You know him. He's the funny, sweet guy with the great eyes who asks you a million questions and seems mesmerized by every reply. He takes you on the greatest, longest date of your life. He swears he loves cats and cuddling. And his apartment is so clean. He just might be the One.

Then he doesn't call, doesn't write. He sees you coming down the street and he hides behind a tree. He's a cad. And this is his story. After all the girl's guides to sex in the city, here--at last--is the view from the other side of the bed. In Cad: Confessions of Toxic Bachelor, Rick Marin offers himself up for an in-depth look at man's superficial nature.

At 28, a brief, doomed first marriage thrusts him back into Bachelor Hell.
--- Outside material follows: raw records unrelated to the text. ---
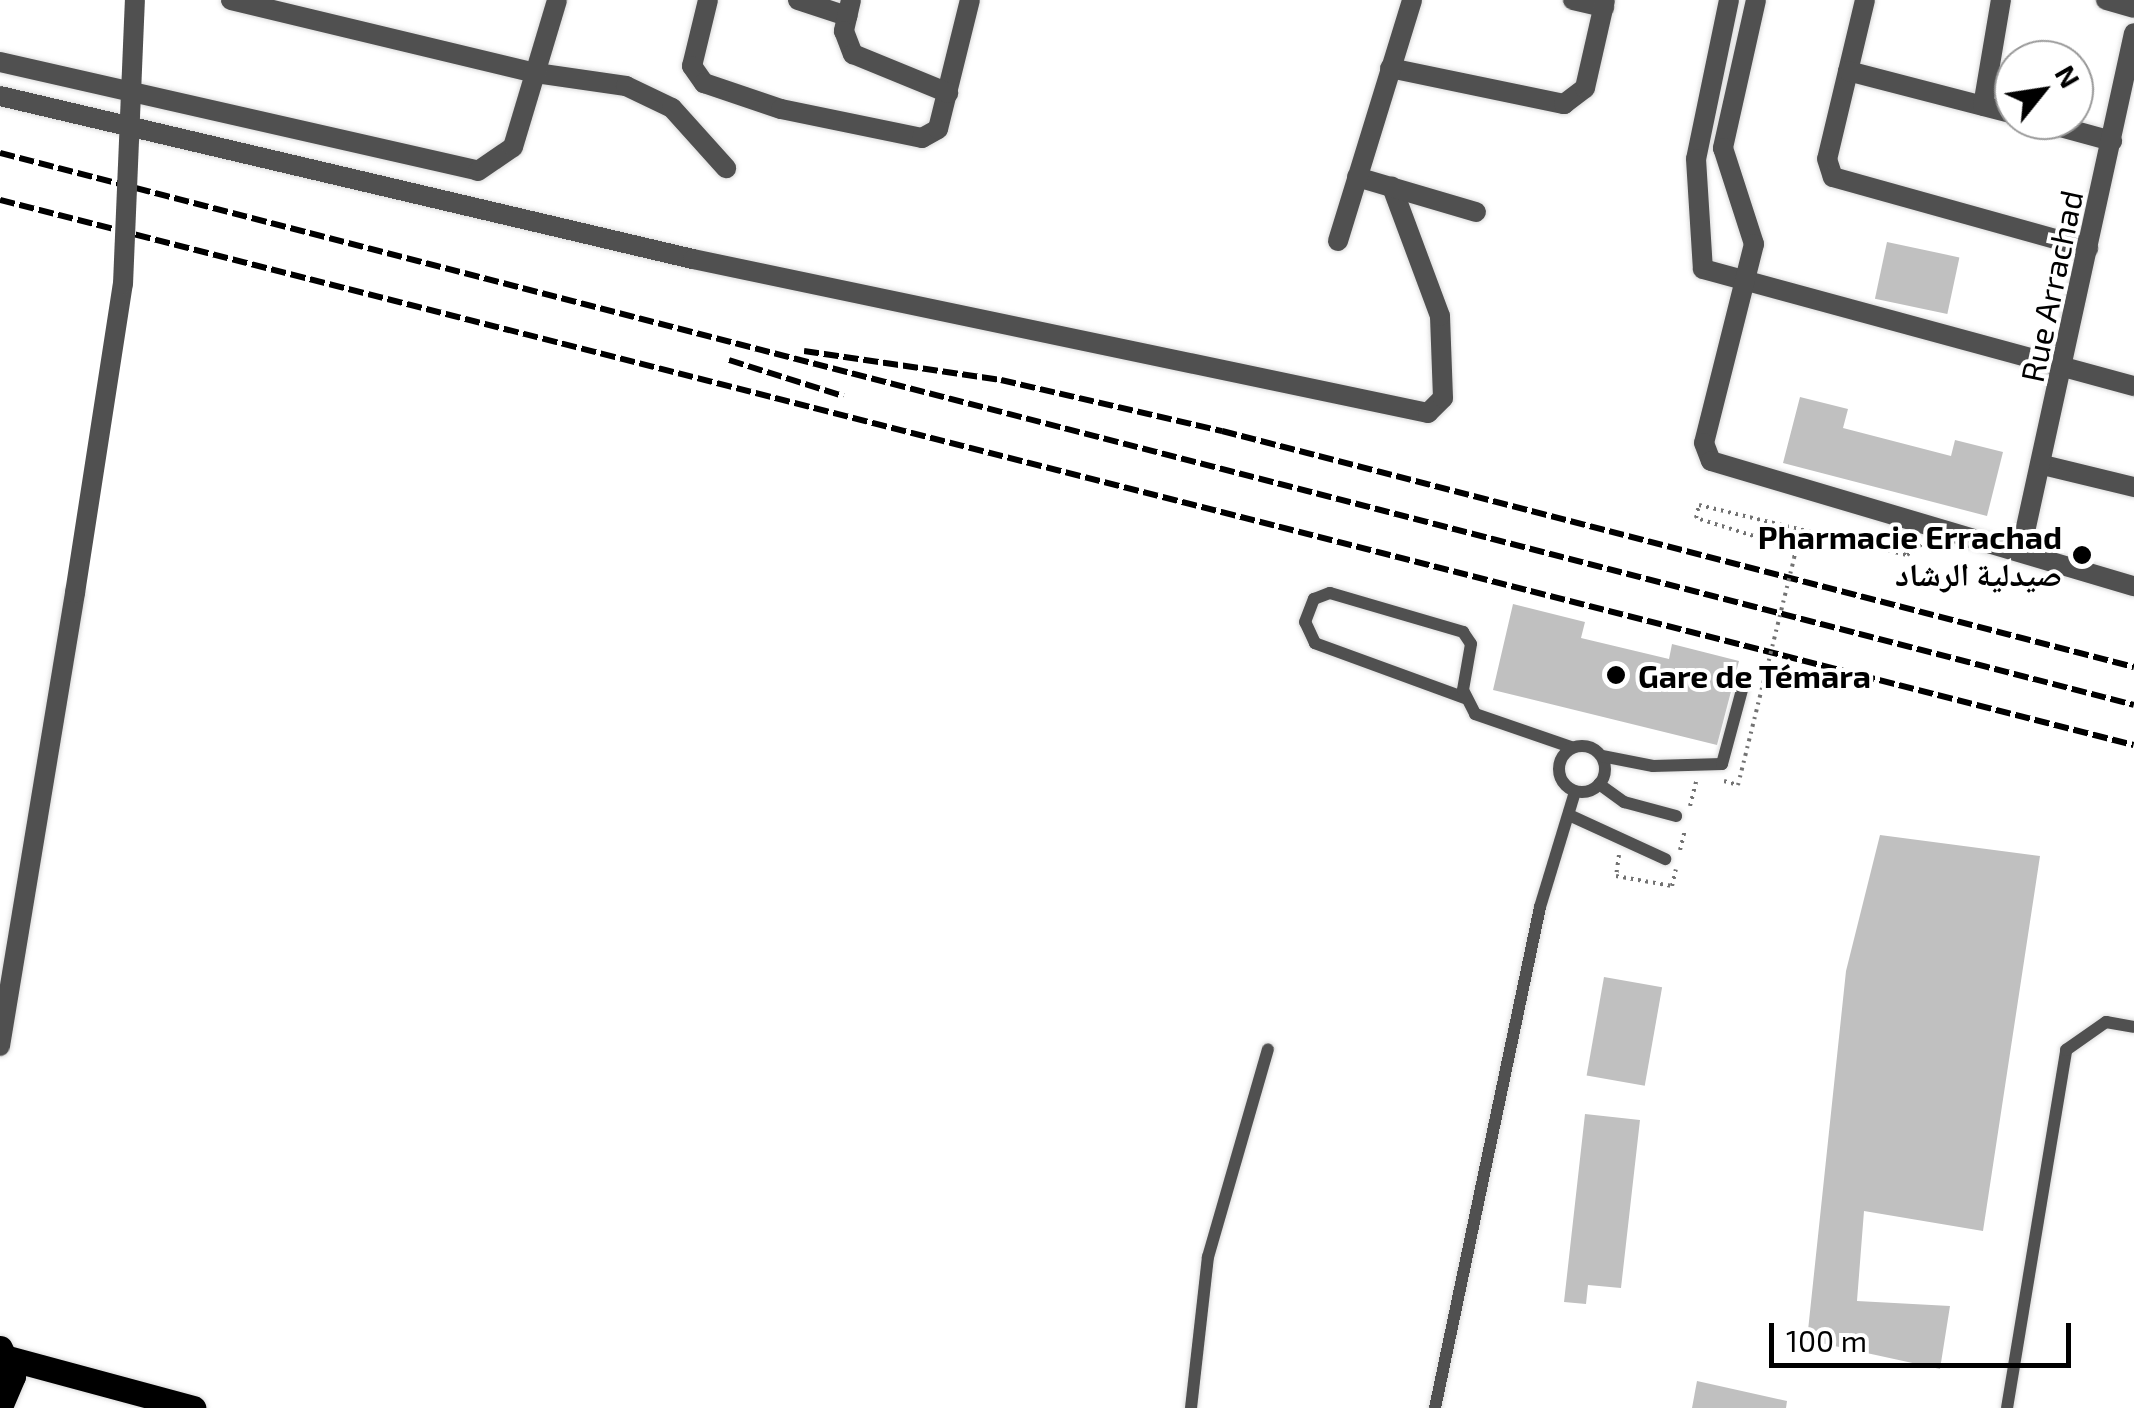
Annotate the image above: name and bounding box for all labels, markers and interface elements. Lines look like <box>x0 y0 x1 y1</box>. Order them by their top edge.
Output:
north arrow <box>1994 40 2094 140</box>
text: N <box>2048 59 2088 93</box>
street label: Rue Arrachad <box>2012 186 2090 386</box>
place label: Pharmacie Errachad صيدلية الرشاد <box>1758 518 2062 593</box>
marker: Pharmacie Errachad صيدلية الرشاد <box>2071 544 2093 566</box>
place label: Gare de Témara <box>1638 656 1872 694</box>
marker: Gare de Témara <box>1603 662 1629 688</box>
scale bar <box>1774 1303 2076 1365</box>
text: 100 m <box>1786 1322 1867 1358</box>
A journalist as eager to make it in Manhattan as with its female population, our emotionally myopic hero can never seem to tell if the woman in front of him is too crazy or too sane, until she gets too close. Falling out of love as often as he falls in, he vows more than once to clean up his act, only to relapse into another bender of beauties, blow-offs and bad behavior--all in desperate pursuit of the woman who can redeem him.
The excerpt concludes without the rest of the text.